Roberts had dissented in Whole Woman’s Health and would have upheld the admitting privileges requirement there, but here he struck the requirement down on stare decisis grounds. And he did so because he believed that the cases presented the same factual circumstances, although he disagreed with the rationale of Whole Woman’s Health. In that case, Roberts argued, the majority had wrongly balanced the benefits of the regulation against the burden on the abortion right. Roberts stated that this was the wrong test, because Casey did not require such balancing. Only a substantial burden on the woman’s right to abortion would serve to invalidate the law without regard to the strength of the state’s rationale for its restriction.

Thus, in June Medical, Roberts voted to invalidate an abortion restriction on the basis of a decision from which he himself dissented and which he recognizes was based on erroneous reasoning. His vote wholly depends on a claim of stare decisis dictated by the factual similarity of the two cases. This reasoning parallels his refusal to cast doubt on the constitutionality of the many multimember commissions, like the Securities and Exchange Commission, that dot our nation’s capital, because they are more similar factually to the commission at issue in Humphrey’s Executor.
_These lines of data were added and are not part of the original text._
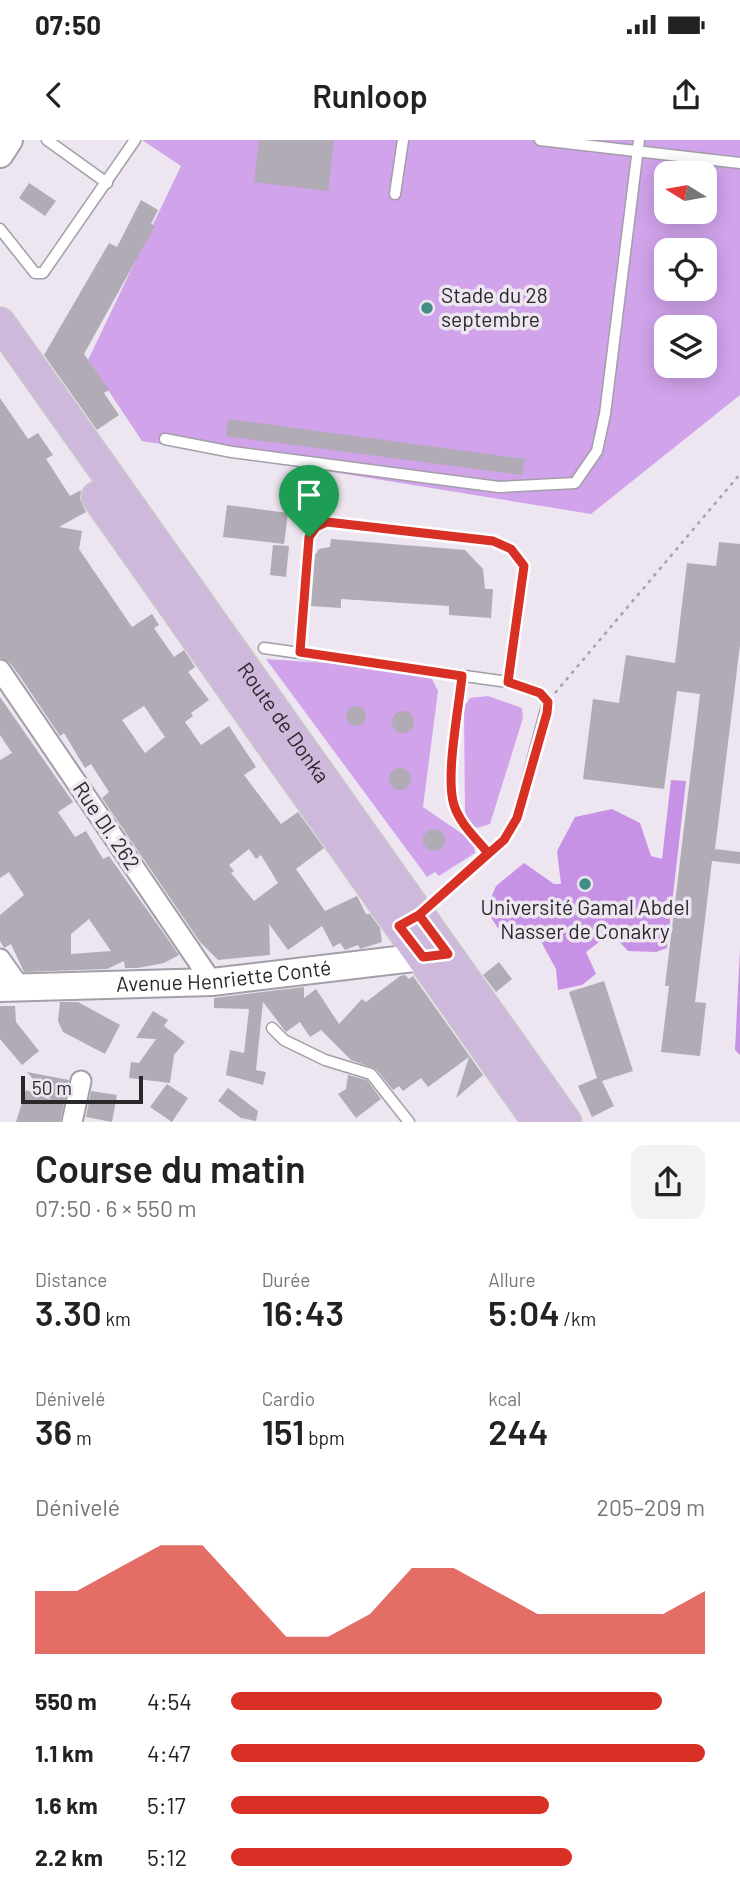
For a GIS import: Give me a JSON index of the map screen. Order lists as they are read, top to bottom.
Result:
{
  "streets": {
    "main road": ["Route de Donka", "Avenue Henriette Conté"],
    "street": ["Rue DI. 262"]
  },
  "crossings": [
    ["Route de Donka", "Avenue Henriette Conté"],
    ["Rue DI. 262", "Avenue Henriette Conté"]
  ],
  "places": ["Stade du 28 septembre", "Université Gamal Abdel Nasser de Conakry"],
  "scale_bar": "50 m",
  "north": "left",
  "page": {
    "status": "07:50",
    "header": "Runloop",
    "scale": "50 m",
    "heading": ["Course du matin", "07:50 · 6 × 550 m"],
    "stats": [
      ["Distance", "3.30 km"],
      ["Durée", "16:43"],
      ["Allure", "5:04 /km"],
      ["Dénivelé", "36 m"],
      ["Cardio", "151 bpm"],
      ["kcal", "244"]
    ],
    "chart": ["Dénivelé", "205–209 m"],
    "list": [
      {
        "name": "550 m",
        "note": "4:54"
      },
      {
        "name": "1.1 km",
        "note": "4:47"
      },
      {
        "name": "1.6 km",
        "note": "5:17"
      },
      {
        "name": "2.2 km",
        "note": "5:12"
      }
    ]
  }
}
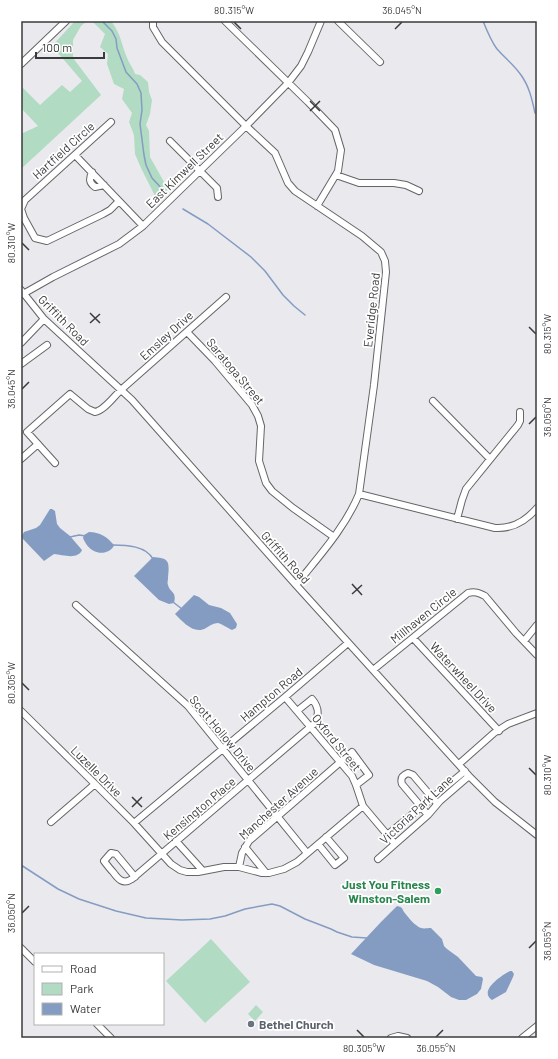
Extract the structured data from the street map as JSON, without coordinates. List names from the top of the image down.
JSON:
{
  "streets": {
    "street": [
      "Hartfield Circle",
      "East Kimwell Street",
      "Everidge Road",
      "Griffith Road",
      "Emsley Drive",
      "Saratoga Street",
      "Millhaven Circle",
      "Waterwheel Drive",
      "Hampton Road",
      "Scott Hollow Drive",
      "Oxford Street",
      "Luzelle Drive",
      "Manchester Avenue",
      "Kensington Place",
      "Victoria Park Lane"
    ]
  },
  "crossings": [
    ["East Kimwell Street", "Everidge Road"],
    ["East Kimwell Street", "Griffith Road"],
    ["Everidge Road", "Griffith Road"],
    ["Everidge Road", "Saratoga Street"],
    ["Griffith Road", "Emsley Drive"],
    ["Griffith Road", "Millhaven Circle"],
    ["Griffith Road", "Hampton Road"],
    ["Griffith Road", "Victoria Park Lane"],
    ["Emsley Drive", "Saratoga Street"],
    ["Millhaven Circle", "Waterwheel Drive"],
    ["Hampton Road", "Scott Hollow Drive"],
    ["Hampton Road", "Oxford Street"],
    ["Hampton Road", "Luzelle Drive"],
    ["Scott Hollow Drive", "Luzelle Drive"],
    ["Scott Hollow Drive", "Manchester Avenue"],
    ["Scott Hollow Drive", "Kensington Place"],
    ["Oxford Street", "Luzelle Drive"],
    ["Oxford Street", "Manchester Avenue"],
    ["Oxford Street", "Kensington Place"],
    ["Luzelle Drive", "Manchester Avenue"],
    ["Luzelle Drive", "Kensington Place"]
  ],
  "places": ["Just You Fitness Winston-Salem", "Bethel Church"],
  "legend": ["Road", "Park", "Water"],
  "scale_bar": "100 m",
  "coordinates": [
    "80.315°W",
    "36.045°N",
    "80.310°W",
    "36.050°N",
    "80.305°W",
    "36.055°N"
  ]
}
This position again contrasts with Justice Thomas’ position, which would overrule a decision if it were demonstrably erroneous, as Roberts believes Whole Woman’s Health was. (In June Medical, Thomas would have overruled Roe itself, but Roberts and other conservative justices did not consider that question, because Louisiana did not ask for Roe to be reconsidered.)
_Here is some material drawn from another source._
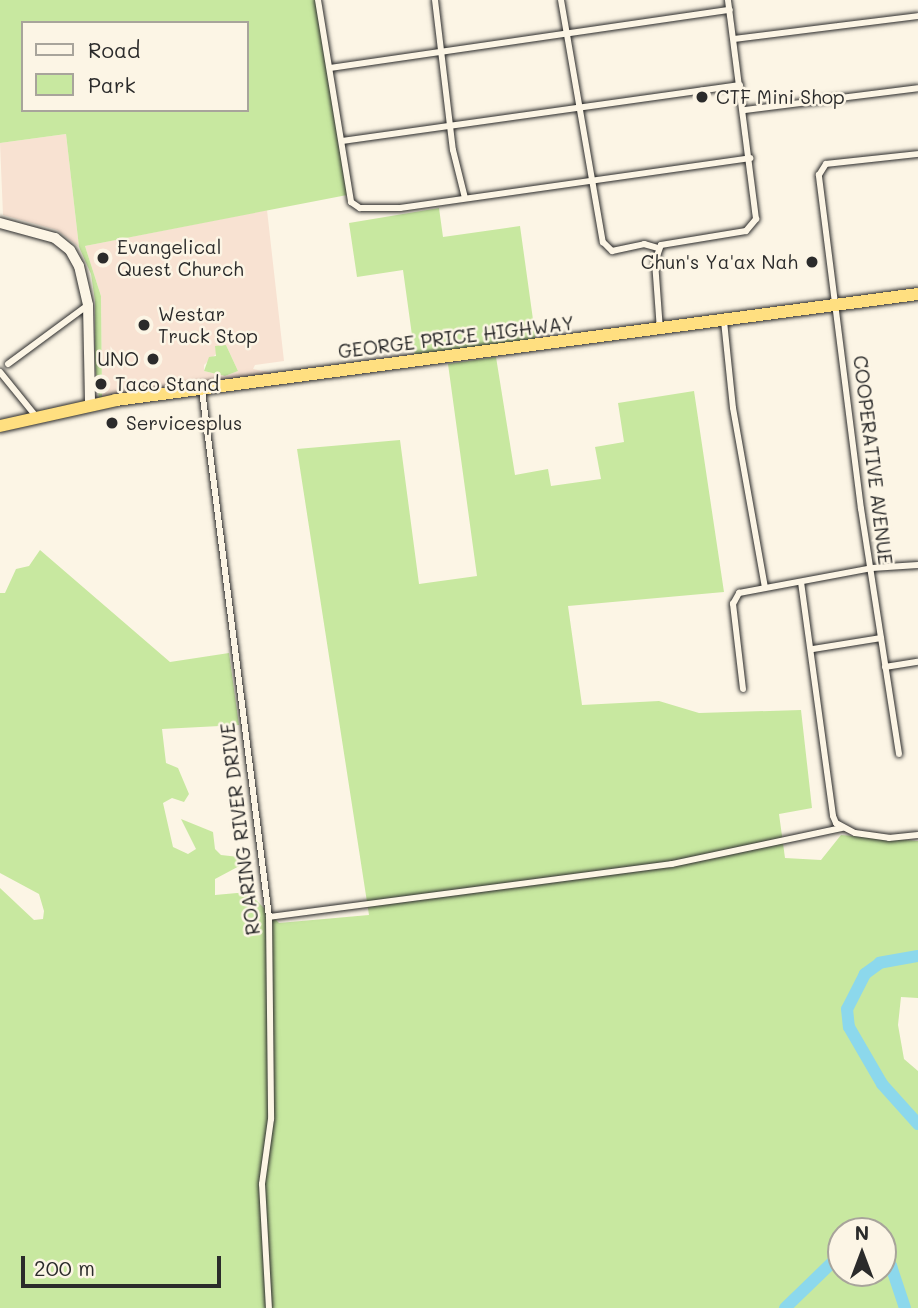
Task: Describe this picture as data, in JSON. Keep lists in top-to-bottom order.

While I do not fully agree with Justice Thomas that any demonstrably erroneous precedent should be overturned, I find Roberts’ greater reluctance to overturn precedents on the basis of their factual similarity untenable. The judiciary is an institution that makes decisions based on reasons. Why should it continue to follow those decisions simply because the facts are similar if its reasons for a previous decision are shown to be wrong?

Roberts relied on the sonorous prose of conservatism’s greatest philosopher—Edmund Burke—to justify his position in June Medical: “This principle [of stare decisis] is grounded in a basic humility that recognizes today’s legal issues are often not so different from the questions of yesterday and that we are not the first ones to try to answer them. Because the ‘private stock of reason . . . in each man is small . . . individuals would do better to avail themselves of the general bank and capital of nations and of ages.'”
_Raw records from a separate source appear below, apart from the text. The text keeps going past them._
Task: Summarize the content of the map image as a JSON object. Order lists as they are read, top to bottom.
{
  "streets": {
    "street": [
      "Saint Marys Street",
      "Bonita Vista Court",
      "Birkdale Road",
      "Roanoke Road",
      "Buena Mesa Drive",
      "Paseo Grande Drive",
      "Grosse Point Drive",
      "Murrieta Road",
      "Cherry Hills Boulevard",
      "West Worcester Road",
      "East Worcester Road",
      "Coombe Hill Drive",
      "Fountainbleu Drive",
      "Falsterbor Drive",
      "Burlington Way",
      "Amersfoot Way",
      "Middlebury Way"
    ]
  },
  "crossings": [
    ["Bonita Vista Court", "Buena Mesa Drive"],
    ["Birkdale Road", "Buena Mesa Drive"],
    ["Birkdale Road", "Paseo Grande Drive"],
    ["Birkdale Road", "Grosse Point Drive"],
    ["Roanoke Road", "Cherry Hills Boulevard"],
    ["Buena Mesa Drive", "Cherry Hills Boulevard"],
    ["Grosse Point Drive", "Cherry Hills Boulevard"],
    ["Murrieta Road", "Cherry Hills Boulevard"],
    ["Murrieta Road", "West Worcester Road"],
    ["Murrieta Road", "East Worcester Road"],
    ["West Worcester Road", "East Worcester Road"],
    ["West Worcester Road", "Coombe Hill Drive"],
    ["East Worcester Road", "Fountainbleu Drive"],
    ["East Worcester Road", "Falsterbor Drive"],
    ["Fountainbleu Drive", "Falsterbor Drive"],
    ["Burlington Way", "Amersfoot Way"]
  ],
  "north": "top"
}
It is far from clear, however, that Burke would tell us to stick with the facts but discard the rationales of prior legal decisions. Indeed, the quote from Burke here notably focused on reason. Humility would suggest not discarding considered reasons as well as facts. But the salient difference between the unwritten traditions Burke extolled and constitutional law is that the Constitution is a written, carefully deliberated document against which all subsequent interpretations must be continually measured.

Moreover, Burke elsewhere uses age as an indication of truth. And the rationale of Humphrey’s Executor, a case decided eighty-five years ago and cited favorably by the Court many times, has been part of the law much longer than the facts of Whole Woman’s Health, a case decided four years ago. As Thomas noted in his dissent, “no one can seriously claim” that Whole Woman’s Health is “part of the ‘inheritance from our forefathers’” that Burke so valued.

To be sure, there may be other reasons not to discard precedents, like reliance that individuals may have placed in them and the chaos that overruling may cause. I do not believe either rationales are strong arguments for following the precedent in either case here. No one argues, for instance, that a Louisiana abortion provider built a practice in reliance on Whole Woman’s Health.

It is true that the media would have highlighted and criticized the reversal in June Medical because the question of abortion so divides our nation. In contrast, no one outside the beltway and the legal academy cares much about the removal process for executive agency heads. But stare decisis must above all reflect the rule of law, not considerations of how the decision will play on the nightly news.